The Government has announced they will be banning ticket scalping, and the Commerce Minister says they are looking especially closely at Viagogo.
Minister Kris Faafoi and Prime Minister Jacinda Ardern made the announcement today.
"Measures planned include a price cap on resale tickets, enforcing rules around information that needs to be disclosed to better inform consumers, and banning ticket-buying 'bots'," Ardern told media at her post-Cabinet press conference.
The Commerce Commission received more than 400 complaints since 2017 about Viagogo alone, making it the most complained about trader during that time.
Minister Kris Faafoi said he was also concerned about professional scalpers using ticket 'bots' to buy up large quantities of tickets online and then reselling them at hugely inflated prices.
He told Larry Williams that have a clear policy path to enforce this rule, and are locking overseas for guidance.
"In New South Wales, they've capped the profits on ticket scalping at 10 per cent. We've got a discussion document out to look at that issue.
"Also, information disclosure, making sure that people looking to buy tickets know exactly what they are going to buy."
Faafoi says that people will buy tickets because they are desperate to go and purchase them "sight unseen", making them easy pickings for scalpers.
He says they are also looking at banning the use of ticket bots, even though they know it will be difficult, but it has been done.
"Concern about this practice has already resulted in bots being banned in the United States, the United Kingdom and in New South Wales, Australia – so it seems entirely appropriate we should also be looking to end this practice in New Zealand."
Ardern says that it is not just big international events, but that local productions are also hurt.
"It's fundamentally unfair that people are profiting while our arts and culture sector is short-changed and consumers are being scammed," Ardern said.
All ticket re-sale websites will be looked at under the legislation, with TradeMe amongst companies that will be spoken to.
Faafoi says that "buyer beware" does not seem to be working.
"There are a lot of people still being stunned.

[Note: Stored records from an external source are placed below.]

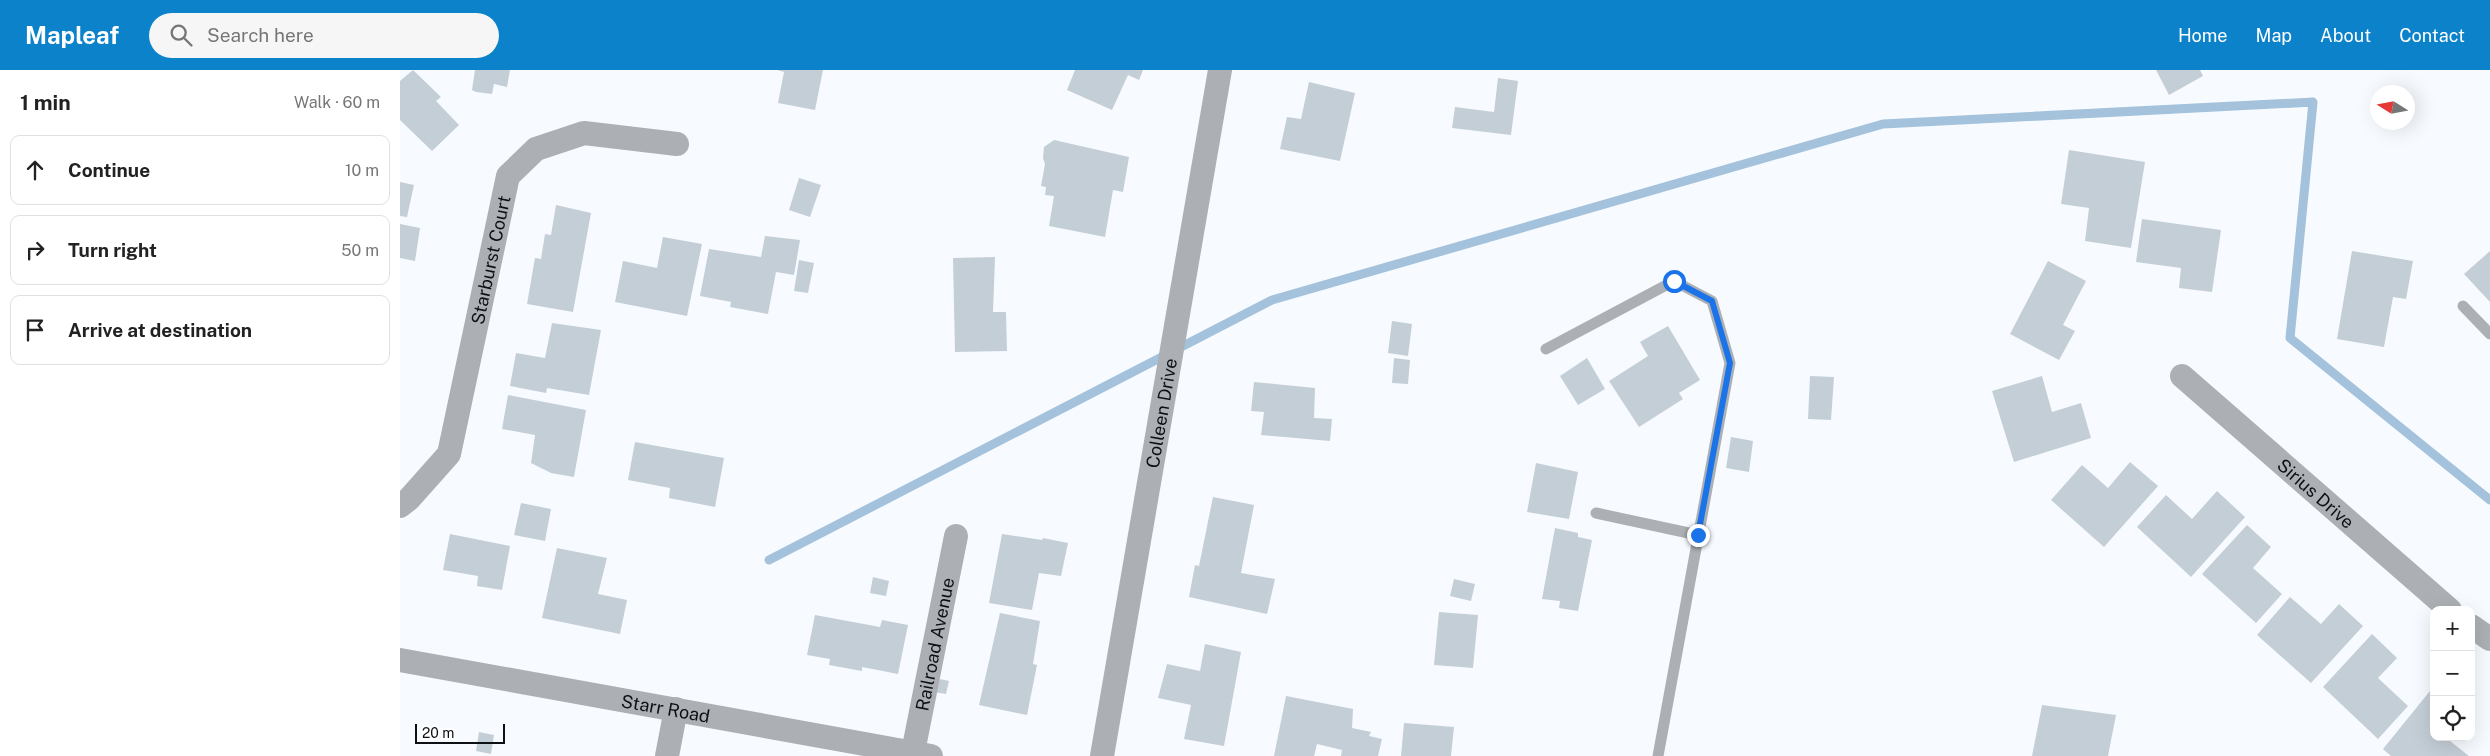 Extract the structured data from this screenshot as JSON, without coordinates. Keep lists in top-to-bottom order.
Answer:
{
  "streets": {
    "street": [
      "Starburst Court",
      "Colleen Drive",
      "Sirius Drive",
      "Railroad Avenue",
      "Starr Road"
    ]
  },
  "crossings": [
    ["Railroad Avenue", "Starr Road"]
  ],
  "scale_bar": "20 m",
  "north": "left",
  "page": {
    "header": "Mapleaf",
    "search": "Search here",
    "nav": [
      "Home",
      "Map",
      "About",
      "Contact"
    ],
    "heading": ["1 min", "Walk · 60 m"],
    "list": [
      ["Continue", "10 m"],
      ["Turn right", "50 m"],
      "Arrive at destination"
    ],
    "map_buttons": ["+", "−"],
    "scale": "20 m"
  }
} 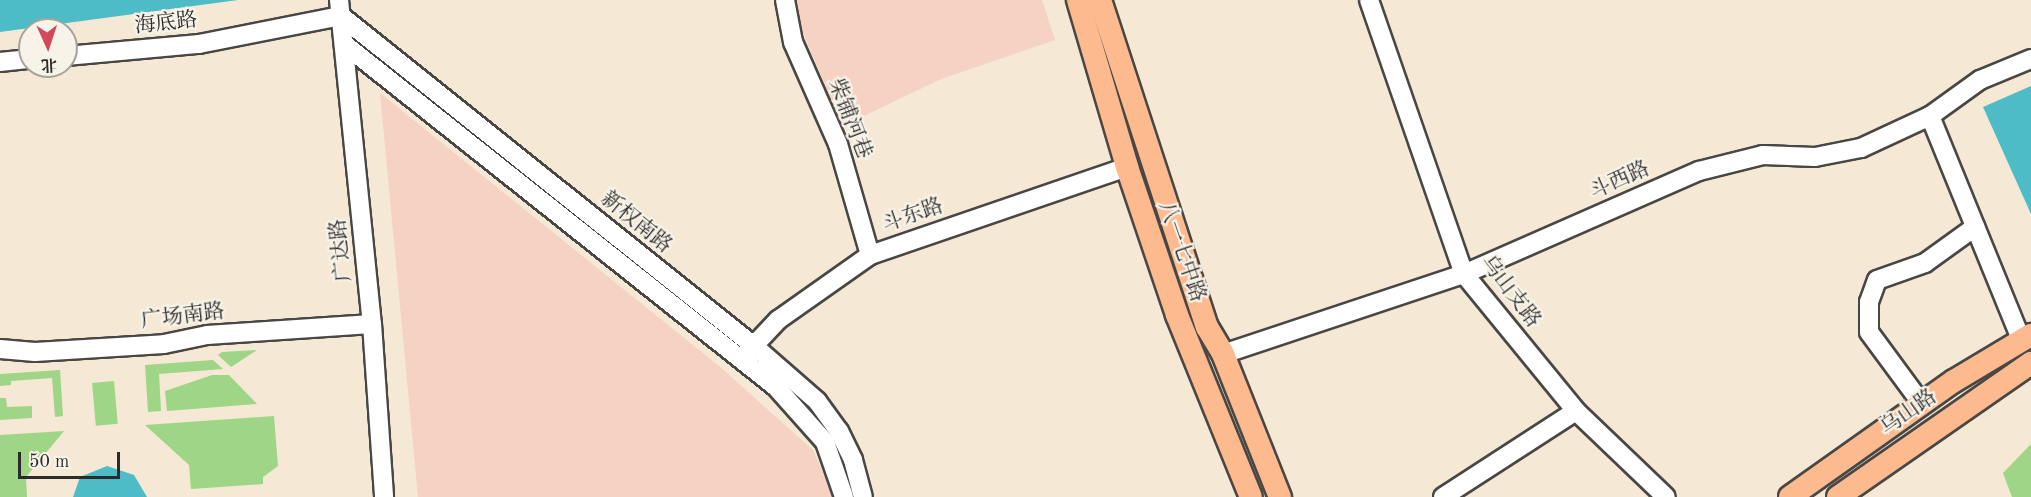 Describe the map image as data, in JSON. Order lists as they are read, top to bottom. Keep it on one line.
{"streets":{"main road":["八一七中路","乌山路"],"street":["海底路","柴铺河巷","斗西路","斗东路","新权南路","广达路","乌山支路","广场南路"]},"crossings":[["海底路","新权南路"],["海底路","广达路"],["柴铺河巷","斗东路"],["斗西路","八一七中路"],["斗西路","乌山支路"],["斗东路","新权南路"],["斗东路","八一七中路"],["新权南路","广达路"],["广达路","广场南路"]],"scale_bar":"50 m","north":"bottom"} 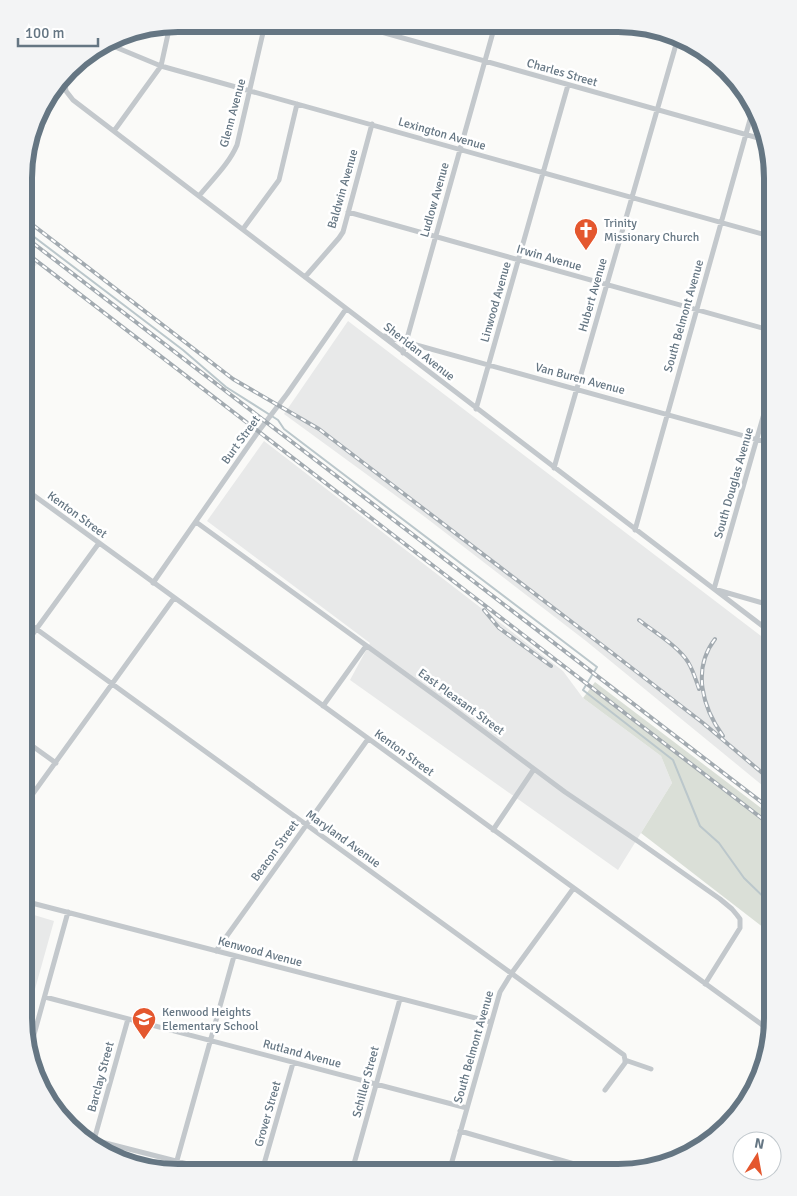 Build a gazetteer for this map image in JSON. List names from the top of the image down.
{
  "streets": {
    "street": [
      "Charles Street",
      "Glenn Avenue",
      "Lexington Avenue",
      "Baldwin Avenue",
      "Ludlow Avenue",
      "Irwin Avenue",
      "Hubert Avenue",
      "Linwood Avenue",
      "South Belmont Avenue",
      "Sheridan Avenue",
      "Van Buren Avenue",
      "Burt Street",
      "South Douglas Avenue",
      "Kenton Street",
      "East Pleasant Street",
      "Maryland Avenue",
      "Beacon Street",
      "Kenwood Avenue",
      "Rutland Avenue",
      "Barclay Street",
      "Schiller Street",
      "Grover Street"
    ]
  },
  "crossings": [
    ["Charles Street", "Ludlow Avenue"],
    ["Charles Street", "Hubert Avenue"],
    ["Charles Street", "Linwood Avenue"],
    ["Charles Street", "South Belmont Avenue"],
    ["Glenn Avenue", "Lexington Avenue"],
    ["Glenn Avenue", "Sheridan Avenue"],
    ["Lexington Avenue", "Baldwin Avenue"],
    ["Lexington Avenue", "Ludlow Avenue"],
    ["Lexington Avenue", "Hubert Avenue"],
    ["Lexington Avenue", "Linwood Avenue"],
    ["Lexington Avenue", "South Belmont Avenue"],
    ["Baldwin Avenue", "Irwin Avenue"],
    ["Baldwin Avenue", "Sheridan Avenue"],
    ["Ludlow Avenue", "Irwin Avenue"],
    ["Ludlow Avenue", "Sheridan Avenue"],
    ["Ludlow Avenue", "Van Buren Avenue"],
    ["Irwin Avenue", "Hubert Avenue"],
    ["Irwin Avenue", "Linwood Avenue"],
    ["Irwin Avenue", "South Belmont Avenue"],
    ["Hubert Avenue", "Sheridan Avenue"],
    ["Hubert Avenue", "Van Buren Avenue"],
    ["Linwood Avenue", "Sheridan Avenue"],
    ["Linwood Avenue", "Van Buren Avenue"],
    ["South Belmont Avenue", "Sheridan Avenue"],
    ["South Belmont Avenue", "Van Buren Avenue"],
    ["South Belmont Avenue", "Kenton Street"],
    ["South Belmont Avenue", "Maryland Avenue"],
    ["South Belmont Avenue", "Kenwood Avenue"],
    ["South Belmont Avenue", "Rutland Avenue"],
    ["Sheridan Avenue", "Van Buren Avenue"],
    ["Sheridan Avenue", "Burt Street"],
    ["Sheridan Avenue", "South Douglas Avenue"],
    ["Van Buren Avenue", "South Douglas Avenue"],
    ["Burt Street", "Kenton Street"],
    ["Burt Street", "East Pleasant Street"],
    ["Kenton Street", "East Pleasant Street"],
    ["Kenton Street", "Beacon Street"],
    ["Maryland Avenue", "Beacon Street"],
    ["Beacon Street", "Kenwood Avenue"],
    ["Kenwood Avenue", "Schiller Street"],
    ["Rutland Avenue", "Barclay Street"],
    ["Rutland Avenue", "Schiller Street"],
    ["Rutland Avenue", "Grover Street"]
  ],
  "places": {
    "church": ["Trinity Missionary Church"],
    "school or university": ["Kenwood Heights Elementary School"]
  },
  "scale_bar": "100 m",
  "north": "top"
}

Instead of it being a Wild West situation where there is very little protection for consumers, something needs to be done so we don't hear the horror stories."
He says the only people winning out of this are those who are selling the tickets, with artists also missing out on profits.
Currently, there is no law which prevents tickets being resold for a higher price except where the event is covered by the Major Events Management Act 2007 (MEM Act).
The MEM Act applies to major events held in New Zealand that provide a substantial benefit to the country such as the Rugby World Cup 2011 and the Lions Tour 2017.
Only the Governor-General, after consultation with specific Ministers, can declare an event a major event under the MEM Act.
To date, no concerts have been declared major events under the Act.
Last month, the Commission failed to win an injunction preventing Viagogo – a Swiss-based ticket reselling company – from making claims about ticket scarcity, pricing and a guarantee of validity.
The Commission alleged those claims are misleading.
Faafoi says that while Viagogo is a legal company, their practices are "questionable".